Go Back
Slow Cooker Whole Chicken

Slow Cooker Whole Chicken

Slow Cooker Whole Chicken is a revolutionary way to achieve exceptionally tender, juicy, and flavorful chicken with minimal effort. Follow this method for a hassle-free meal that delivers outstanding results.
Prep Time 15 minutes
Cook Time 3 hours
Total Time 4 hours 35 minutes
Servings: 8 People
Course: Main Course
Cuisine: American

Ingredients
  

  • For the Chicken
  • 2 kg 4.5 pounds whole chicken, giblets removed
  • 1 tablespoon brown sugar or Sukrin Gold Sweetener
  • 2 teaspoons mustard powder
  • 2 teaspoons garlic powder
  • 2 teaspoons paprika
  • Salt and black pepper to taste
  • 1 rosemary sprig
  • 1 lemon halved
  • Olive oil cooking spray
  • For the Vegetables
  • 16 baby potatoes skin on, scrubbed clean
  • 4 carrots cut into large chunks
  • 3 onions halved
  • 2 celery stalks sliced
  • 1 whole garlic bulb halved
  • For the Gravy
  • 120 ml ½ cup hot chicken stock, with additional if needed
  • 1 tablespoon cornflour cornstarch, mixed with 1 tablespoon cold water
  • 2 teaspoons Worcestershire sauce
  • Salt to taste
  • Reserved cooking juices from the slow cooker

Method
 

  1. Preparing the Chicken
  2. Remove the chicken from the refrigerator 30 minutes before cooking to allow it to come to room temperature, ensuring even cooking.
  3. Pat the chicken dry using paper towels; do not rinse. Trim any excess fat and discard the giblets if present.
  4. In a small bowl, combine the brown sugar (or sweetener), mustard powder, garlic powder, and paprika.

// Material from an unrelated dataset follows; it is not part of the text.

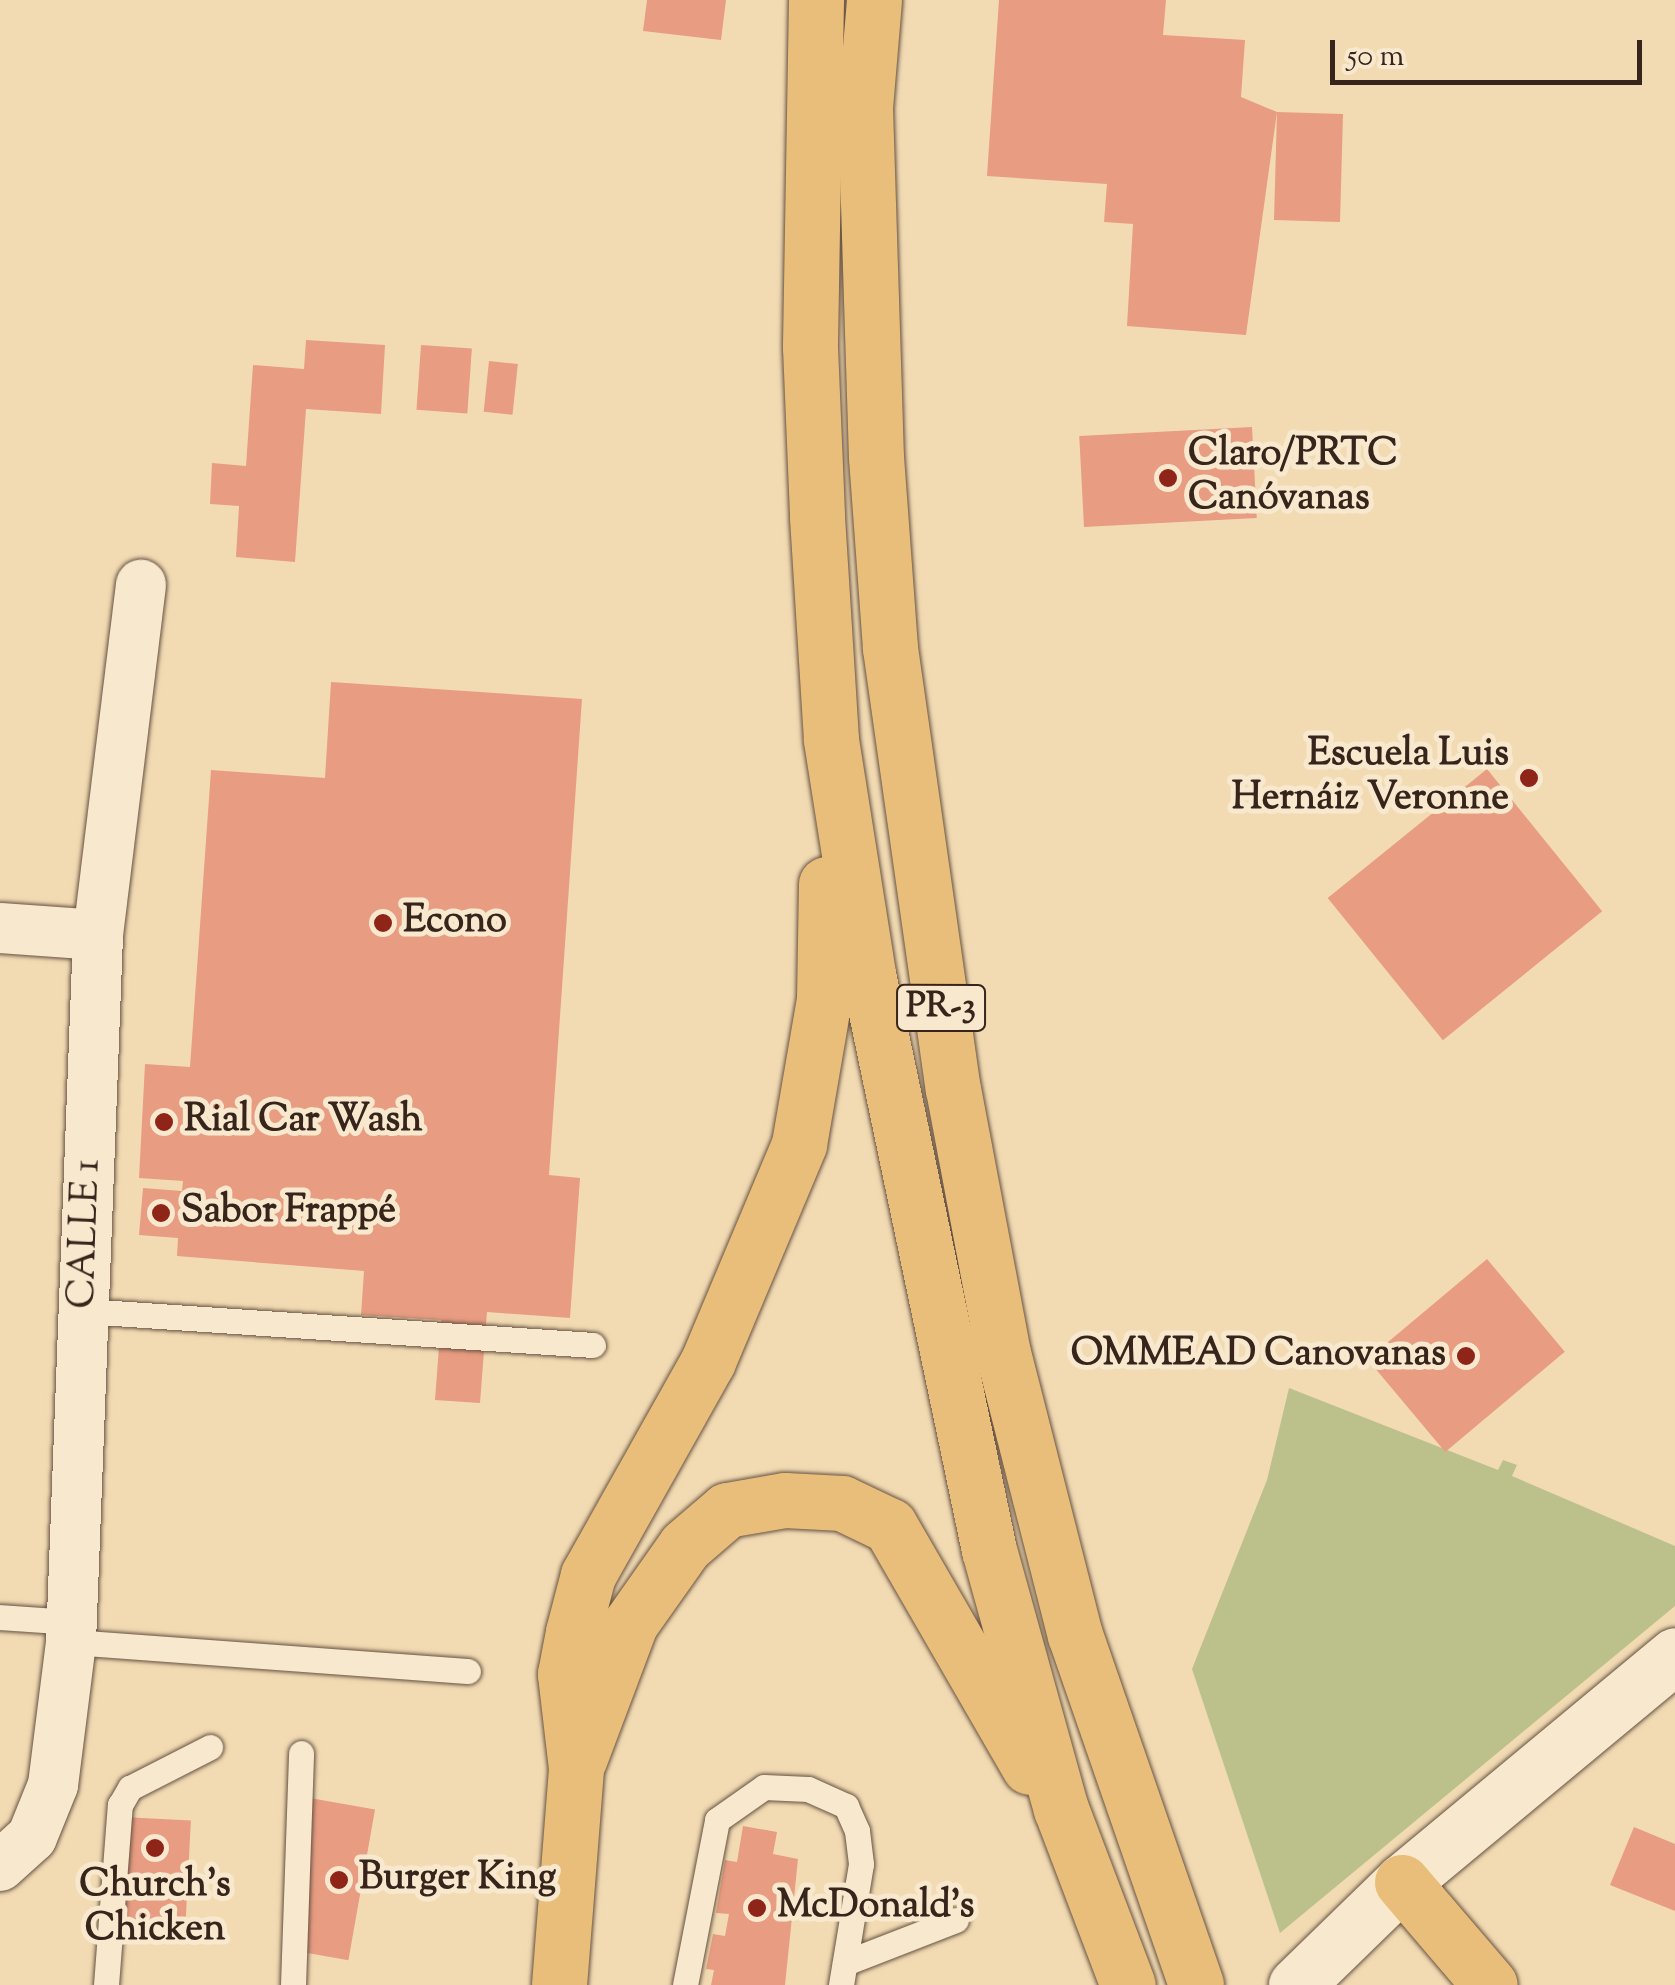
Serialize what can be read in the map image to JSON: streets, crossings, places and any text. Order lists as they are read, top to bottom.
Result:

Evenly coat the chicken with the spice mixture, seasoning generously with salt and pepper.
  5. Insert the halved lemon and rosemary sprig into the cavity of the chicken.
  6. Preparing the Slow Cooker
  7. Arrange the onions, celery, carrots, potatoes, and garlic at the bottom of the slow cooker to form a natural trivet. If omitting the vegetables, place a silicone rack or crumpled aluminum foil under the chicken to allow fat to drain.
  8. Position the chicken on top of the vegetables or rack, ensuring it is elevated from direct contact with the cooker base.
  9. Cover and cook on HIGH for 4-5 hours. Check at the 4-hour mark using a digital thermometer, ensuring the thickest part of the chicken registers 75°C (165°F). Alternatively, pierce the bird to confirm the juices run clear or slice into the thickest section to verify it is fully cooked.
  10. If the chicken requires additional cooking, continue for another 15-20 minutes before rechecking.
  11. Once done, carefully remove the chicken from the slow cooker, tilting it forward to drain any internal juices. Transfer to a roasting pan. Optionally, place the potatoes alongside the chicken.
  12. Lightly mist the chicken with olive oil cooking spray and broil under high heat until the skin crisps to a golden finish.
  13. Allow the chicken to rest for 20 minutes before carving.
  14. Preparing the Gravy
  15. Strain the remaining slow cooker juices through a sieve, discarding the onion, celery, and other solids.
  16. Pour the strained liquid into a gravy separator, removing excess fat before transferring the remaining liquid to a saucepan.
  17. Bring to a gentle simmer, adding additional chicken stock as needed to adjust volume.
  18. Stir in the Worcestershire sauce and cornflour slurry. Simmer over low heat, stirring occasionally, until the gravy thickens.
  19. Taste and adjust seasoning with salt and pepper as required.
  20. Serving
  21. Carve the chicken and serve with the reserved carrots, potatoes, and freshly prepared gravy.

Notes

Food Safety Tip: Avoid washing raw chicken, as this may spread harmful bacteria. Proper cooking to an internal temperature of 75°C (165°F) eliminates any bacteria, ensuring safe consumption.